Я не выдержал и громко зарыдал.

Мама потребовала, чтобы я сейчас же лег в постель. Она вышла в другую комнату, и я слышал, как прощались с ней ребята. Мишка еще и еще раз повторил, что я вел себя героически. Аня, немного задержавшись, сказала маме:

— Мы с Гариком поссорились.

— Помиритесь, — равнодушно успокоила мама.

— Нет, — грустно сказала Аня, — мы навсегда поссорились.

Потом и она ушла.

— Гарик, ты спишь? — тихо спросила из другой комнаты мама. Так она всегда проверяла, заснул я или нет.

Я не ответил. Ворочаясь в постели, я думал, что с таким грузом на совести жить невозможно. Я обязательно должен его с кем-нибудь разделить. Тогда мне, может быть, станет легче.

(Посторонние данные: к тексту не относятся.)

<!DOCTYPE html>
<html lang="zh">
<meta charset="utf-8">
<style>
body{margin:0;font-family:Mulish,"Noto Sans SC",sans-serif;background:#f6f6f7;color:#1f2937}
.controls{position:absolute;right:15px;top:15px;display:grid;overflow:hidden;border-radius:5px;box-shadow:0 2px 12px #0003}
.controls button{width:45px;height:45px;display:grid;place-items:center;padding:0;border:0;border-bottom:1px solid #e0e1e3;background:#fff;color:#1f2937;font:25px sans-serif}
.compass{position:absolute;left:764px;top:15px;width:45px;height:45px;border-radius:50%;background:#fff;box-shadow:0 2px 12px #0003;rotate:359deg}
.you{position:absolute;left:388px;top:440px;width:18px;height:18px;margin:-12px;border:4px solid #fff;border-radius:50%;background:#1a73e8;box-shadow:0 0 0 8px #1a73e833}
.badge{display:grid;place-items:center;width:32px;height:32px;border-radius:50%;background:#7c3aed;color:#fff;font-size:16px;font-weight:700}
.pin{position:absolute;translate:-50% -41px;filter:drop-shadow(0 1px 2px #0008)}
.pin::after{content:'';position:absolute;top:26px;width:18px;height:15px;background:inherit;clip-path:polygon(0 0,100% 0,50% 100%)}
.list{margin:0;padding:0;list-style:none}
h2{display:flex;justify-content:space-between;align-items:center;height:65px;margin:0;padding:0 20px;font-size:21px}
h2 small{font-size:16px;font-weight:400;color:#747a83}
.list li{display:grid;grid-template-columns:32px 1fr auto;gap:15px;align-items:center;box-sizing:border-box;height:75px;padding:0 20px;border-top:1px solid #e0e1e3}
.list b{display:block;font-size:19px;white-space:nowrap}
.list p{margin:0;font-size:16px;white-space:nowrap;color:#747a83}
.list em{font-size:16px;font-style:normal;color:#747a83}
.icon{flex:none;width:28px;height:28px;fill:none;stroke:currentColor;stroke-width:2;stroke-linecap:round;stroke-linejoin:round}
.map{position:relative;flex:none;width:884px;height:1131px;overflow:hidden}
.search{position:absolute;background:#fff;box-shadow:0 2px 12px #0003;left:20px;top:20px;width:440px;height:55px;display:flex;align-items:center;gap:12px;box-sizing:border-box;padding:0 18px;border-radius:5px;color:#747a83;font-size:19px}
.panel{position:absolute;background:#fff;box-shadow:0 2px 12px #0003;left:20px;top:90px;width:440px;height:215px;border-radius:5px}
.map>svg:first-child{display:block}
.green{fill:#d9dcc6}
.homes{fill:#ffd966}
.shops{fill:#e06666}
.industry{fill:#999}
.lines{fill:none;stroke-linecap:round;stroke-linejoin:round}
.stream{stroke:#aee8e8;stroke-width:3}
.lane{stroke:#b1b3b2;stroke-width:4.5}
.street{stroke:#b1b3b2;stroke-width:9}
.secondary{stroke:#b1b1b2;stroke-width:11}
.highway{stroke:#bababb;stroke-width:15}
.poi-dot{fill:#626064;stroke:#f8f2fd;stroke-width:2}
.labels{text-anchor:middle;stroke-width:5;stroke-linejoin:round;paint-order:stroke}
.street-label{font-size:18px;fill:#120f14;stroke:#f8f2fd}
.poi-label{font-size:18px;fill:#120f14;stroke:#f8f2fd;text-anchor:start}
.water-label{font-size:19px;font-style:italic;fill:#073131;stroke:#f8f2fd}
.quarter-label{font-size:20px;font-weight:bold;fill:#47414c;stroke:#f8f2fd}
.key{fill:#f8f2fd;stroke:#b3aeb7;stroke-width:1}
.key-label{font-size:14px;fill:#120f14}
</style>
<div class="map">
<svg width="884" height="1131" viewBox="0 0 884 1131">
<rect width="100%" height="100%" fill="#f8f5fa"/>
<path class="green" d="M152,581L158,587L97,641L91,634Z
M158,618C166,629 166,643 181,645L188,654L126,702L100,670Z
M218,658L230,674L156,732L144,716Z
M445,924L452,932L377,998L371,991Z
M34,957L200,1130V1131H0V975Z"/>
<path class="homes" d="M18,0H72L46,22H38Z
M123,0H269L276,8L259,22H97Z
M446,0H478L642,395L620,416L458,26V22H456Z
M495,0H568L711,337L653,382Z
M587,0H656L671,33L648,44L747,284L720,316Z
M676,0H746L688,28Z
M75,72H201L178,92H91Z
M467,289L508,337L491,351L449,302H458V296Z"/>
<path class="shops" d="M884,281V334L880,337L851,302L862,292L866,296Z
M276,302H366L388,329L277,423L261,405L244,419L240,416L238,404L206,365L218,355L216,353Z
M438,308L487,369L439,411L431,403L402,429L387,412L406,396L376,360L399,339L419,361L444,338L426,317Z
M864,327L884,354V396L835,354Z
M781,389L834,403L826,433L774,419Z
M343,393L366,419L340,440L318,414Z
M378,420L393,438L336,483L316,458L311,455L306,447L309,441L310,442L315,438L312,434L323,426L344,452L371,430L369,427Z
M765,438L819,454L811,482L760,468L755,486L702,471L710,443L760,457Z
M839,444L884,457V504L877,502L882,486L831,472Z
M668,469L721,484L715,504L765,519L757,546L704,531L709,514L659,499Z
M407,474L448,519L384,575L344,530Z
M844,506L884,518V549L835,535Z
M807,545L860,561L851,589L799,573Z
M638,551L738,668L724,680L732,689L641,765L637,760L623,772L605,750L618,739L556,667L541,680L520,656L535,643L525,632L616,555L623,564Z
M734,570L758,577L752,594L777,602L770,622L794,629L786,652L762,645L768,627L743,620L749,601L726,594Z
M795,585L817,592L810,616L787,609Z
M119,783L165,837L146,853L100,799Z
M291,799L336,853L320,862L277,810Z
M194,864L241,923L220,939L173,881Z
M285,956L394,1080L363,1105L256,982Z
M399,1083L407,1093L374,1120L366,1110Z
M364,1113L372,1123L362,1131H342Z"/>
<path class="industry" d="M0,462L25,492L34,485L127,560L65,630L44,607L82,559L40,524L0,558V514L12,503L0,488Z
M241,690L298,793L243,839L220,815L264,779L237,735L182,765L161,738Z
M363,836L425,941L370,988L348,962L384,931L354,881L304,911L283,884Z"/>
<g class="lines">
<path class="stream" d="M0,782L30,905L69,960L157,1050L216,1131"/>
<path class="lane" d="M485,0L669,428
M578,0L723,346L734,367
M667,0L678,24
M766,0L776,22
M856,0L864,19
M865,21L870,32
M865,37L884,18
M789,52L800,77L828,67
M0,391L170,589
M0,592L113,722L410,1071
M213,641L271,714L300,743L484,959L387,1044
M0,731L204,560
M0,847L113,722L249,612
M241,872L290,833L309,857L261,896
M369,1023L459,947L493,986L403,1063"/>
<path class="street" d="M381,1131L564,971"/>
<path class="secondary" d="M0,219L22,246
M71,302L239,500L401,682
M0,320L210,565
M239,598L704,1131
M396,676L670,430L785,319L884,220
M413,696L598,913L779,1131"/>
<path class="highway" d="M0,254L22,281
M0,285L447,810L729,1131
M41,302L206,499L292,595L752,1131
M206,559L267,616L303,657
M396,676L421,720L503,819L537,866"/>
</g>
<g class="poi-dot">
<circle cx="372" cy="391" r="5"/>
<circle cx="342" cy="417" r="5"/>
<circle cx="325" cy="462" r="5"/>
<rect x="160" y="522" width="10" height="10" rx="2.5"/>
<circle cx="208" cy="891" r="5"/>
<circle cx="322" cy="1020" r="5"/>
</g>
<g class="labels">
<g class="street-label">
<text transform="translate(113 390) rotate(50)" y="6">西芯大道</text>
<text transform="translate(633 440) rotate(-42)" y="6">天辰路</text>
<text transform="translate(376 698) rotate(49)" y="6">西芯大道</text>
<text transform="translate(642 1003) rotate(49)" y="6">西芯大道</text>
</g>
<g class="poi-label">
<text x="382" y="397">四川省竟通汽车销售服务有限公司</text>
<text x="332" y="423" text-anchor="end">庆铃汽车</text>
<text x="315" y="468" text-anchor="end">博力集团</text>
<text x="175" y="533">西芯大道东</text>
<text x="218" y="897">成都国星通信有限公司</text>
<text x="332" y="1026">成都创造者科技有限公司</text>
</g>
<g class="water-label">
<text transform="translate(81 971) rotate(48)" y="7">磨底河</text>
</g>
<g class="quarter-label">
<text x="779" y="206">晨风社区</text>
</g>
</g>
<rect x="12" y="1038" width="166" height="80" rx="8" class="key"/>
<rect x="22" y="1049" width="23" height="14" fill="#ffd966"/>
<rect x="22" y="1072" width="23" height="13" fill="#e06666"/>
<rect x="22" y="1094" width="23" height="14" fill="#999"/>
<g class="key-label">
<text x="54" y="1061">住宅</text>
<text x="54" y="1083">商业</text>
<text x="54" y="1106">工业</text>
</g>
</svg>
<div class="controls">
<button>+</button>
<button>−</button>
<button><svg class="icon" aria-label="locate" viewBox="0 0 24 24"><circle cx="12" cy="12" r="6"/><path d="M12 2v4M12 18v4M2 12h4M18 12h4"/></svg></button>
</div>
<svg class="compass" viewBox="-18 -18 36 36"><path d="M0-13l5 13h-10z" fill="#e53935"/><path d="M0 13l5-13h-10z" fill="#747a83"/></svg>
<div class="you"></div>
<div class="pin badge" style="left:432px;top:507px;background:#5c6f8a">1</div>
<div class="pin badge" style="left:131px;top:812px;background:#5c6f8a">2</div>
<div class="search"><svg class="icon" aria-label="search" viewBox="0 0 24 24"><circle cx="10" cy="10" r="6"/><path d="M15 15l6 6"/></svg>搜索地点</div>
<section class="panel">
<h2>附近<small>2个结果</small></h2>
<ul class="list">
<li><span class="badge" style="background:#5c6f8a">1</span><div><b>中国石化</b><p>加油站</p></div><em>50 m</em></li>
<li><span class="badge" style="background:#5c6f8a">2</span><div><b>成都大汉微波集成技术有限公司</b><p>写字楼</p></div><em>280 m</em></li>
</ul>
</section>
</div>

Но кому расскажешь? Маме? Она просто умрет от разрыва сердца. И потом — у меня язык не повернется рассказывать ей. Ведь она тысячу раз предупреждала меня, что дружба с Марасаном к добру не приведет. Почему, ну почему мы не верим на слово родителям? Почему, только попав в беду, понимаешь, что родители знают жизнь лучше тебя? Рассказать Геннадию Николаевичу? Он, конечно, потребует, чтобы я во всем повинился перед классом и перед родителями. Мишка, Серёга, Костя, даже Аня — все они с ним согласятся.

Может быть, рассказать Сашке Гурееву или Даме? Они-то посочувствуют мне. Но их сочувствие нисколько не облегчит моего горя.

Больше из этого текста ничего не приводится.